As the desire for companies to have their products and services be available internationally grows, the demand for multilingual support is increasing. There are several factors that must be considered when designing a multilingual application. Phasing in multilingual support may sound easy – just simply translate the language. However, it is unfortunately not that simple. Here’s why:
Search All Departments (English)
Rechercher Tous les Départements (French)
Suche Alle Kategorien (German)
As you probably noticed in the example above, the length of words can vary based on the language. A general rule of thumb when designing for multilingual support is to design for the inevitable text expansion and contraction. Text may grow or shrink based on the language that is displayed on screen. For example, when translating from English to German or French, which are some of the most extreme examples of text expansion, designers should plan for text to expand in character length by about 30%-40%. On the other hand, when translating from English to Chinese, text length can be contracted up to almost 50% with the use of logographic characters.

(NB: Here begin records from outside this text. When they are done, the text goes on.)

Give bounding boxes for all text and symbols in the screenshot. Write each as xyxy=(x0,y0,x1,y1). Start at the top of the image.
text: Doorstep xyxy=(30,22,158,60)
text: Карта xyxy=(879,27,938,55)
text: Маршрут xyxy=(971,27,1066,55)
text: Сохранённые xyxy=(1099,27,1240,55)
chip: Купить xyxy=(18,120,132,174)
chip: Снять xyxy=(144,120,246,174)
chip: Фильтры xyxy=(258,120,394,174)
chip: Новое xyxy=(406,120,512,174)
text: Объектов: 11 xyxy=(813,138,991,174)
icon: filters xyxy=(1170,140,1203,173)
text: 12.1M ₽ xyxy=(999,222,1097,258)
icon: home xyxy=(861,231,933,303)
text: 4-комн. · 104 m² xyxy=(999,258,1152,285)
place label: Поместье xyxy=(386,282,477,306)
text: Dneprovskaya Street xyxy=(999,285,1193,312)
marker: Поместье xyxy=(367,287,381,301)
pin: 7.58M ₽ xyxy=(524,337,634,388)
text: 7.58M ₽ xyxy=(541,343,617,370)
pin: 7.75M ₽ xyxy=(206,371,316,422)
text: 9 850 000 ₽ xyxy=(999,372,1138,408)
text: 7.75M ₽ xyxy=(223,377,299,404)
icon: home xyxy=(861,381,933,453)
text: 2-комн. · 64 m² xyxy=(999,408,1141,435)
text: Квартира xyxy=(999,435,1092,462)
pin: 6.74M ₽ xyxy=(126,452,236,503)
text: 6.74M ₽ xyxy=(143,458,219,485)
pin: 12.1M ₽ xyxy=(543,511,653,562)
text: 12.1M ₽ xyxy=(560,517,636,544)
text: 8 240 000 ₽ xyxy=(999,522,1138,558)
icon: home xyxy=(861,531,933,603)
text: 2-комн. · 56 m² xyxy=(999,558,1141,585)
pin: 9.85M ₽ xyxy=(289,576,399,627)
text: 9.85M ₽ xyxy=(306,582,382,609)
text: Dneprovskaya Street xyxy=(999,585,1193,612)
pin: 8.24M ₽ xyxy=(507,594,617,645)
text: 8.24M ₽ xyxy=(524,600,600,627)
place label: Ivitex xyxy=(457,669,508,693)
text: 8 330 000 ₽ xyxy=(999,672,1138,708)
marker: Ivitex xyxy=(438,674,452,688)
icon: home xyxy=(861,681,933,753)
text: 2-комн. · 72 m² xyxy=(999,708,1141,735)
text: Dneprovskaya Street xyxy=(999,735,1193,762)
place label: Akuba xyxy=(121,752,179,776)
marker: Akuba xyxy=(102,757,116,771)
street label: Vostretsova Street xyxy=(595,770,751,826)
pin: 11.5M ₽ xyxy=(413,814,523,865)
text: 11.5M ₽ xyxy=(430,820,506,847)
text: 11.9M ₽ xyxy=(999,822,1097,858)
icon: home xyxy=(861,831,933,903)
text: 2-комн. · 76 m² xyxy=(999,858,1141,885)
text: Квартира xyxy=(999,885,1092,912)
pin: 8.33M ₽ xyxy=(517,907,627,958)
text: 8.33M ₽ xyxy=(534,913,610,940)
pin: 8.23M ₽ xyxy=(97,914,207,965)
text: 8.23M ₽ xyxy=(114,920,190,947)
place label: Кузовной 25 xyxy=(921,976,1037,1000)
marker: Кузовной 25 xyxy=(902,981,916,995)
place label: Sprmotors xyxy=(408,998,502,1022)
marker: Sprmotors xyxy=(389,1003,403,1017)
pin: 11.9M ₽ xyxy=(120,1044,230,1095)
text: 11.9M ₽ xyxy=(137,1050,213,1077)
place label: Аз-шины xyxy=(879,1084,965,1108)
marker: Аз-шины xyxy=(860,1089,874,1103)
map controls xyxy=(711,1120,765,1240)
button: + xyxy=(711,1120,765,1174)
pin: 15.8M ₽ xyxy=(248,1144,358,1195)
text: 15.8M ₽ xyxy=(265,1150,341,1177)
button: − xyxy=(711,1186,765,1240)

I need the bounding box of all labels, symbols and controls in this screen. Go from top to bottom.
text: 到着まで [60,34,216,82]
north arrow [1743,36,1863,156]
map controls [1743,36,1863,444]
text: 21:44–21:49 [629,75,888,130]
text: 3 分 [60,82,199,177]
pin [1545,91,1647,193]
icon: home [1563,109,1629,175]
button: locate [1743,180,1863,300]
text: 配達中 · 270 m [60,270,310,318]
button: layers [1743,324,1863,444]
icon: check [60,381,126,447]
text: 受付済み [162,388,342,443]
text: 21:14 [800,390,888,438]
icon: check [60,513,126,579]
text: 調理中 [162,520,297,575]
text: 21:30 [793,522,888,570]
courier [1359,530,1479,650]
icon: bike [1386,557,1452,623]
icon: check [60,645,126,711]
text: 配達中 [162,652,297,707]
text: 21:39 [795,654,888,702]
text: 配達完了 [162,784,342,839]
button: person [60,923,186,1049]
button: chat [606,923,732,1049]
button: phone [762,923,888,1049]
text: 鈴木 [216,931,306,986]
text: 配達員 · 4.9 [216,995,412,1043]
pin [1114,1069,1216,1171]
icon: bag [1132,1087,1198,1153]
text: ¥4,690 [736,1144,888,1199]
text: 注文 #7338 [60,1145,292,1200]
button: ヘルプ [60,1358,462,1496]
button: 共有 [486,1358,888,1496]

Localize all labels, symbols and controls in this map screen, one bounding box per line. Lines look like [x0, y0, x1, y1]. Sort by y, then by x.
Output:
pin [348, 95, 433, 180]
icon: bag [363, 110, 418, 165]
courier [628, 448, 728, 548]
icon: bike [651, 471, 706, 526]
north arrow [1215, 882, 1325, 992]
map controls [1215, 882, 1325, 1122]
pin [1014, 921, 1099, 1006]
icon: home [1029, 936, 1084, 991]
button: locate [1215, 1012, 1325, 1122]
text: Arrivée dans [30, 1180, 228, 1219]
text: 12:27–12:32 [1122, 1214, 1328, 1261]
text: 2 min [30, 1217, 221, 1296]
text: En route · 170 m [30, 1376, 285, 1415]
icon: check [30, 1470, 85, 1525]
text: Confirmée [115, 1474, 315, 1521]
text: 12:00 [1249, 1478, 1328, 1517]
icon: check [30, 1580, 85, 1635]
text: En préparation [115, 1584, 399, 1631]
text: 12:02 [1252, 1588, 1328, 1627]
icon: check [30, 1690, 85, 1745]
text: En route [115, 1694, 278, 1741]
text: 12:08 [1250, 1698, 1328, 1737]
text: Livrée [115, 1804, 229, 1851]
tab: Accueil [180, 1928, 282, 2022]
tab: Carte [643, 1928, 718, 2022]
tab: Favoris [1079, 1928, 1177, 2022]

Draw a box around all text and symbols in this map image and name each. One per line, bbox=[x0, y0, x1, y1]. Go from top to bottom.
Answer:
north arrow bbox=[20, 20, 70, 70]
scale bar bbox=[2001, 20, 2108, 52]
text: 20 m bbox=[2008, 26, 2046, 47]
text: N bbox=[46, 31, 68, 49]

Font sizes are also important to consider when designing for multilingual support. The font size of the application’s default language may not be fitting for other languages. Designers may need to increase the font size for certain languages so that the text is legible on screen. For example, font sizes that are suitable in English and French may be difficult to read in languages such as Chinese.
Due to the extreme diversity in text length, designers are required to create a flexible layout that can adapt to each language. Designers should avoid overloading a screen with content and strive to create a simple layout. However, even if designers keep the content minimal, sometimes different grid systems may need to be created for different languages. Additionally, even though most languages read from left-to-right, there are a few languages such as Arabic and Persian, which read from right-to-left. For these types of languages, a different page layout is often required.
A few other helpful best practices to keep in mind when designing an application with multilingual support include:
• Avoiding abbreviations
• Using iconography to convey messages when possible
• Using the native format of each supported language when designing the language selector. For example, instead of “German”, the text should say “Deutsch”.
• Using market-specific formatting in regards to how measurements, calendars, and times are displayed on screen. For example, in the United States and Mexico, Sundays mark the first day of the week; however, in most European countries, Mondays are the first day of the week.
To conclude, it is vital for designers to take into consideration the different variables regarding multilingual support. Before making essential design decisions, it is always best to determine any issues with multilingual support in the early stages of a project.